Lavarinth wrote:Pirating is stealing.
Not according to the Supreme Court case of
Dowling v. United States. It is regarded as copyright infringement.
Equivocating pirating to stealing is silly, even downright manipulative. We already have a word for pirating, it's pirating. Same goes for plagiarism. You might loosely refer to plagiarism as "stealing another's idea", but to straight up call it stealing is misleading. We have a word for plagiarism, it's
plagiarism. It means to pass off another's idea as your own. Pirating means to make an unauthorized copy of a product. Stealing means to feloniously take something, removing it from the owner's possession. It's important for language to have words with clear meanings, so we can communicate with minimal confusion and cross-word baggage.
Though they all present degrees of harm, of stealing, pirating, and plagiarism, stealing can cause the greatest harm. Ad campaigns spouting, "Pirating is stealing!" try to capitalize on this fact through equivocation, to channel the emotional impact of real theft to this pseudo-theft, but it is misleading at best.
Hypothetical degrees of harm
- Pirating
- Tame: You download a song you liked on the radio and don't buy their CD. A financial loss of one CD sale, but only if you would have purchased it otherwise.

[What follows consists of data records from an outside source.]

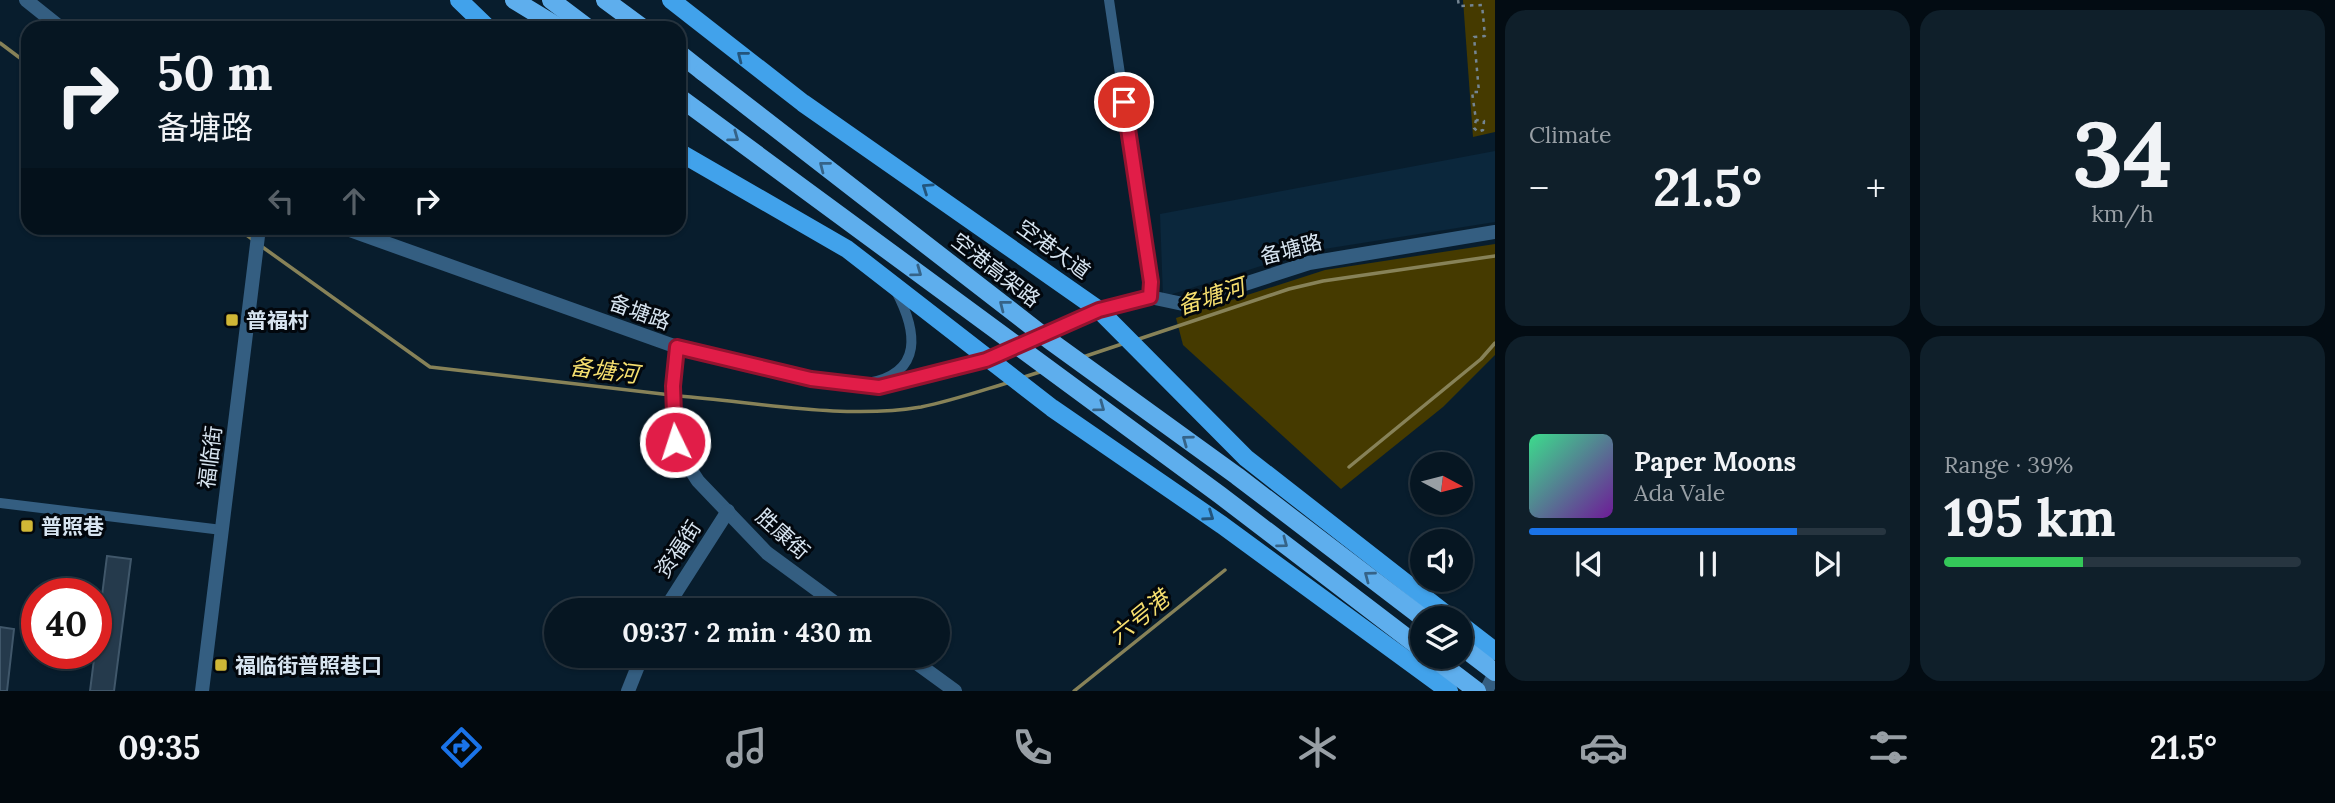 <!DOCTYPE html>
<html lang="en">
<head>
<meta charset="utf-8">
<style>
	body { margin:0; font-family:Lora,"Noto Sans SC",serif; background:#0f1f2a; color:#f1f3f6; height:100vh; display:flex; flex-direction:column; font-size:26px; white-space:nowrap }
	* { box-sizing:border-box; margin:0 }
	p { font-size:23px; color:#989fa5 }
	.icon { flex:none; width:38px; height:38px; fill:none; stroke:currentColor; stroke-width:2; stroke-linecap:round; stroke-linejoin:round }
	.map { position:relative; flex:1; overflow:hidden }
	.panel { display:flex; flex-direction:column; gap:10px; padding:10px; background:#030c13; width:840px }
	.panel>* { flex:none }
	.banner { position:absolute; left:21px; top:21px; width:665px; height:214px; border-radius:21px; box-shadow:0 2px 5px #0004,0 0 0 2px #273540; background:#061622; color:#f1f3f6; overflow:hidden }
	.needle { width:46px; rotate:97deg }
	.fabs { position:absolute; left:1410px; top:452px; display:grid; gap:14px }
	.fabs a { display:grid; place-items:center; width:63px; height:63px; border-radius:50%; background:#061622; box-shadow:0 2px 5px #0004,0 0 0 2px #273540; font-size:35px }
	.speed { position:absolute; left:21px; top:578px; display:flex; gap:14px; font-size:35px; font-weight:700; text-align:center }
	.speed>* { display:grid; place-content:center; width:91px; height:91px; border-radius:50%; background:#061622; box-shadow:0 2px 5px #0004,0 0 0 2px #273540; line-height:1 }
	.speed .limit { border:10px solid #d22; background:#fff; color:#111 }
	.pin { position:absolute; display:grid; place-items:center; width:60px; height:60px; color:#fff; margin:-30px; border:4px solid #fff; border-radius:50%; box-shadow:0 2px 7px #0007 }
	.me { position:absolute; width:77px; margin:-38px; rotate:356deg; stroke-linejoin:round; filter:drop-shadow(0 0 5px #0008) }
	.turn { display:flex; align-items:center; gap:24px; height:147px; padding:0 21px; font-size:32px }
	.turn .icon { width:91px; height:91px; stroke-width:2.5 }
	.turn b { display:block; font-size:49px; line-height:60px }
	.lanes { display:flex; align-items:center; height:66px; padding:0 21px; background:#0003; justify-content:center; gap:35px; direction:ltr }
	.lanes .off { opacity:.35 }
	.big { font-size:52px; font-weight:800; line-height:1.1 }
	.panel .card { flex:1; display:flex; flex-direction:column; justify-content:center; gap:10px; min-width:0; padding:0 24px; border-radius:21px; background:#0f1f2a }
	.panel .dial { align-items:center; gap:0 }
	.dial b { font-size:91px; line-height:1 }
	.song { display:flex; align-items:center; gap:21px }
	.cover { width:84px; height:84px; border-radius:10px; background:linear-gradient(135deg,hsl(150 70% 55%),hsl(280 70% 35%)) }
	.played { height:7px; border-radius:4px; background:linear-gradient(90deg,#1a73e8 75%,#273540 75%) }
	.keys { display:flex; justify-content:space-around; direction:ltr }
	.heat { display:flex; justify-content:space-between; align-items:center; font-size:38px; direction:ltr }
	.charge { height:10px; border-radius:5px; background:linear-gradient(90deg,#34c759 39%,#273540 0) }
	.panel .tiles { flex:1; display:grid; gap:10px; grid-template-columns:repeat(2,1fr) }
	.trip { position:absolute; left:544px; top:598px; width:406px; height:70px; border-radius:35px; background:#061622; box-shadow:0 2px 5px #0004,0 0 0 2px #273540; font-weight:800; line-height:70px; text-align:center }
	.dock { display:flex; height:112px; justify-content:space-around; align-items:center; background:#02090e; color:#989fa5 }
	.dock .icon { width:49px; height:49px }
	.dock .current { color:#1a73e8 }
	.dock b { font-size:32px; color:#f1f3f6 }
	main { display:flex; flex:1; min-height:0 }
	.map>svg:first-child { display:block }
	.built { fill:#0b273c }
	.green { fill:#453a00 }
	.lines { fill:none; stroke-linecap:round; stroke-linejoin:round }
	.stream { stroke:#878258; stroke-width:3.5 }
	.building { fill:#253a4c; stroke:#40576a; stroke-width:2 }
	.path { stroke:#748593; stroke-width:2.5; stroke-dasharray:3.5 5; stroke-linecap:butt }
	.minor { stroke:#345e81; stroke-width:10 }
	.tertiary { stroke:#345e81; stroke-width:14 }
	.primary { stroke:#41a2eb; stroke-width:18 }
	.trunk { stroke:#5eaeed; stroke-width:18 }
	.trunk-bridge { stroke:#5eaeed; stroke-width:18 }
	.oneway { stroke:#22547c }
	.oneway2 { stroke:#356388 }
	.route-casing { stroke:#92132f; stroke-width:18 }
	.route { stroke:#e11d48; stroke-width:12 }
	.poi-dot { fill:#d0b736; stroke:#02070d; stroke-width:2.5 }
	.labels { text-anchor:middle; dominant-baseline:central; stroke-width:6; stroke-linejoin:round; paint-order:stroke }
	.street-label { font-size:21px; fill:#d7e4f0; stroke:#02070d }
	.poi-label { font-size:21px; font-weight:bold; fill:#d7e4f0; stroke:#02070d; text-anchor:start }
	.water-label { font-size:23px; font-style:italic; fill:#f5de6e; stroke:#02070d }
</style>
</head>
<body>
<main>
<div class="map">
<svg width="1495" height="691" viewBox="0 0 1495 691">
	<rect width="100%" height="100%" fill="#081d2d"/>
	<polygon class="built" points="1495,151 1495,222 1305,252 1163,297 1160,214"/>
	<g class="green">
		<polygon points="1463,0 1495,0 1495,132 1473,137"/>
		<polygon points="1495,244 1495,355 1443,407 1341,489 1183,345 1176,318 1325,270"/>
	</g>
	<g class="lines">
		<g class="stream">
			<polyline points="0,43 28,64"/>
			<polyline points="237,228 252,239"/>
			<polyline points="261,246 430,367 671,395"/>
			<polyline points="1136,340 1289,289 1323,281 1495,256"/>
			<polyline points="1083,357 1122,344"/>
			<polyline points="1024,377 1043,371"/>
			<path d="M679 396C756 402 845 420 921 407 951 401 980 391 1010 382"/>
			<polyline points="1349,467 1481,359 1495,343"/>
			<polyline points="1074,691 1225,570"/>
		</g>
	</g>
	<g class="building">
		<polygon points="107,556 131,559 114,691 90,691"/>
		<polygon points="0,627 14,629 7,691 0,691"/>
	</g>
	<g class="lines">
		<polyline class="path" points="1458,0 1459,6 1482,5 1485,36 1474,37 1479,92 1472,92 1476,120 1474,128 1478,132 1483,130 1484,121 1476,120"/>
		<g class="minor">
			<polyline points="1109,0 1151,282 1150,297"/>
			<path d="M868 383C924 373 917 331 896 291"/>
			<polyline points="0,503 222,530"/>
		</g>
		<g class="tertiary">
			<polyline points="26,0 61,28"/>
			<polyline points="344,228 677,347 811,379 879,387 986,360 1099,310 1150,297 1183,304 1309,263 1495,232"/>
			<polyline points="677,347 672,413 675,442 685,461 698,481 767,553 846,611"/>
			<polyline points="664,611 728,511"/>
			<polyline points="907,656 955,691"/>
			<polyline points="202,691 259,228"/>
			<polyline points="628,691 642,656"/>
			<polyline points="1486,691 1495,673"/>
		</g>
		<g class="primary">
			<polyline points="459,0 488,28"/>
			<polyline points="671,0 803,103 1099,310 1246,458 1451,618"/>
			<polyline points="679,152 847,249 1052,408 1222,525 1449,691"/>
			<polyline points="1461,625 1495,651"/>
		</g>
		<g class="trunk">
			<polyline points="514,0 560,28"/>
			<polyline points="551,0 588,28"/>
			<polyline points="605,0 643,28"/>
			<polyline points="679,53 703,72"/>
			<polyline points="1461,646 1495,672"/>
			<polyline points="1431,656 1477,691"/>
		</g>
		<g class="trunk-bridge">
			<polyline points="703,72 1049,340 1237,476 1423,618"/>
			<polyline points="679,97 1220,495 1423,650"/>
		</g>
	</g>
	<defs><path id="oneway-chevron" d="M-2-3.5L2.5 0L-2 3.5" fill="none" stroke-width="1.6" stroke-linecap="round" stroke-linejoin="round" transform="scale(1.75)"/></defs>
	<g class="oneway">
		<use href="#oneway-chevron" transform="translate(742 56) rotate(-142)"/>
		<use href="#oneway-chevron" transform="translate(927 188) rotate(-146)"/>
		<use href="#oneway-chevron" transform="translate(1209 516) rotate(35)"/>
	</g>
	<g class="oneway2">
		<use href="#oneway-chevron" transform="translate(734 137) rotate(36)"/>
		<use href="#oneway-chevron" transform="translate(824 166) rotate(-142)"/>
		<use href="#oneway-chevron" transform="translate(917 272) rotate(36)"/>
		<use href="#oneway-chevron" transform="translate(1004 305) rotate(-142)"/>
		<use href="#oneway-chevron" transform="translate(1100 407) rotate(36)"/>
		<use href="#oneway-chevron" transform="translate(1187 440) rotate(-144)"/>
		<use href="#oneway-chevron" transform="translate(1283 543) rotate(37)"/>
		<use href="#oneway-chevron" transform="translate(1369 576) rotate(-143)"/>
	</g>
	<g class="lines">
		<g class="route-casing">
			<polyline id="route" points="675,442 673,386 677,347 811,379 879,387 986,360 1099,310 1150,297 1151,282 1124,102"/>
		</g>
		<use href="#route" class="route"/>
	</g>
	<g class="poi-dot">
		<rect x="225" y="313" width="14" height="14" rx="3.5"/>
		<rect x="20" y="519" width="14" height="14" rx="3.5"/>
		<rect x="214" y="658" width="14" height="14" rx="3.5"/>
	</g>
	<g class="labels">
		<g class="street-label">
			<text transform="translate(1054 249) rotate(36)">空港大道</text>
			<text transform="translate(1291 249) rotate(-15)">备塘路</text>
			<text transform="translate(996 270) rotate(38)">空港高架路</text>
			<text transform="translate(640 312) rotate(20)">备塘路</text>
			<text transform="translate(210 457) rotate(-83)">福临街</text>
			<text transform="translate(783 534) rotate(42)">胜康街</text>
			<text transform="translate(678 549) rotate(-56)">资福街</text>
		</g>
		<g class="poi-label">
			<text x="246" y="320">普福村</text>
			<text x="41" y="526">普照巷</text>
			<text x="235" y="665">福临街普照巷口</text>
		</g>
		<g class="water-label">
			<text transform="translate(1211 296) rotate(-18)">备塘河</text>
			<text transform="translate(604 370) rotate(7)">备塘河</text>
			<text transform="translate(1139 617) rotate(-39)">六号港</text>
		</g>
	</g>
</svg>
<div class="fabs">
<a><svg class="needle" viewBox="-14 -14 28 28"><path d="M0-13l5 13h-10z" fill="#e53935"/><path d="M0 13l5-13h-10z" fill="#989fa5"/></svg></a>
<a><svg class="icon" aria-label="sound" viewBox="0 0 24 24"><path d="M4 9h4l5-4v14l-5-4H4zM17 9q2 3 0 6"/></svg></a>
<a><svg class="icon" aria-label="layers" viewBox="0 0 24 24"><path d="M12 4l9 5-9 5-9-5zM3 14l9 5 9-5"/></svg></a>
</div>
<div class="speed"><div class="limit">40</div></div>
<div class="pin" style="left:1124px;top:102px;background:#d93025"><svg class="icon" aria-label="arrive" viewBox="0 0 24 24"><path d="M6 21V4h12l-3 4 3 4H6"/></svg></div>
<svg class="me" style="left:675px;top:442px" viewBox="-20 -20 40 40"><circle r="17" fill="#e11d48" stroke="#fff" stroke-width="3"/><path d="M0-11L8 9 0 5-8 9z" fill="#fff"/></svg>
<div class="trip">09:37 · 2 min · 430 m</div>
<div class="banner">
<div class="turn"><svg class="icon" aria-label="right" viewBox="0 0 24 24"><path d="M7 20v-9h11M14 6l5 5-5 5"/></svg><div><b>50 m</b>备塘路</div></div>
<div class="lanes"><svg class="icon off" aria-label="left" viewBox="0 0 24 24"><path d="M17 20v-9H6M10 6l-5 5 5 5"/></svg><svg class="icon off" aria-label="ahead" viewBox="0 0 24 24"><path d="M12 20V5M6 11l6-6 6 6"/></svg><svg class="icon" aria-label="right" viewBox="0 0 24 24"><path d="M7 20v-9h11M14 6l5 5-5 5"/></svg></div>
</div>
</div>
<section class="panel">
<div class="tiles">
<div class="card"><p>Climate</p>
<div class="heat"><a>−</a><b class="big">21.5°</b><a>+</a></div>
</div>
<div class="card dial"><b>34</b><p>km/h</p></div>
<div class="card">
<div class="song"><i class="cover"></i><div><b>Paper Moons</b><p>Ada Vale</p></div></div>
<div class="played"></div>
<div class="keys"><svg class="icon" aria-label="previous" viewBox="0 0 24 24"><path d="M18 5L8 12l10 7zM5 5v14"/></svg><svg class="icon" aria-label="pause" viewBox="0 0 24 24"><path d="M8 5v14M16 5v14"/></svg><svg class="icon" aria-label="next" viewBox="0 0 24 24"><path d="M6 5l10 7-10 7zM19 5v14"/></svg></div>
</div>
<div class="card"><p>Range · 39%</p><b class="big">195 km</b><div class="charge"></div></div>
</div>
</section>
</main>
<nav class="dock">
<b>09:35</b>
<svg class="icon current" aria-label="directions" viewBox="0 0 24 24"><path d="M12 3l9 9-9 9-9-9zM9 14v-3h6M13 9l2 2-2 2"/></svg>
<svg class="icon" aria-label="music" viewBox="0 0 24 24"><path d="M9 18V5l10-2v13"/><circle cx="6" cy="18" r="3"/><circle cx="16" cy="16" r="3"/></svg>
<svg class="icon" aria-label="phone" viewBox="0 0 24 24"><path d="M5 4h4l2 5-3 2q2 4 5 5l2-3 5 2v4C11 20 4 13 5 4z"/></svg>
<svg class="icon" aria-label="climate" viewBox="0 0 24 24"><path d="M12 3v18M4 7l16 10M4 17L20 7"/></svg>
<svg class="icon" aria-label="car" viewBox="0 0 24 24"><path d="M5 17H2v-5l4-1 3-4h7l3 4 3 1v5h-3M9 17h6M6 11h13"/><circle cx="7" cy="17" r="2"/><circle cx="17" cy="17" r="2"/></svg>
<svg class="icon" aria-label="filters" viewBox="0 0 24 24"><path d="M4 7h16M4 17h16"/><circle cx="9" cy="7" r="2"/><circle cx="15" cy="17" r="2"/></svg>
<b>21.5°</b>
</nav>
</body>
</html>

- Severe: Everyone who would have bought a game pirates it instead, depriving necessary income from its creator. A financial loss that results in the company's bankruptcy.
Plagiarism
- Tame: You pull a sentence from an article for your High School English paper. You get an A. A financial loss of -- no, no one lost anything here, this is just an ethics problem.
- Severe: You knew JK Rowling before she was famous, and she totally ripped off Harry Potter from you. A financial loss in the billions, along with an unquantifiable level of fame.
Stealing
- Tame: While visiting a friend, you take a ziplock bag without asking. Now they have one less ziplock to use in the future, and will have to go to the store sooner. A financial loss in cents, and an inconvenience. While at work, they might even have to go a day without a homemade PB&J sandwich for lunch.
- Severe: You take a child's asthma inhaler. Without it, they have a serious asthma attack and die. A financial loss of -- WTF you just killed a kid! You monster!
Pirating and stealing are totally the same thing... right?
[youtube]
http://www.youtube.com/watch?v=HmZm8vNHBSU[/youtube]
That's what the people behind this commercial would have you believe, anyway.
Now, I don't support pirating any more than I support plagiarism or stealing. However, I must object to the manipulation at play in those "PSA" ads. They are
not the same, nor should they be. Plagiarism goes to civil court, stealing goes to criminal court, and big money from the media industry has pushed laws into place that has warped pirating from a civil case to a criminal one that can result in up to
10 years in prison (more than child pornography).
Capitol (RIAA) v. Thomas has finally made its way up to the
Supreme Court. The last appeal found Jammie Thomas-Rasset liable for sharing 24 songs on Kazaa, with a $9,250 fine
per song ($220,000 total). The music industry wants her to serve as an example, a deterrent, but when I think about how the average speeding ticket is $150, something that actually endangers people's
lives, I wonder where our priorities are.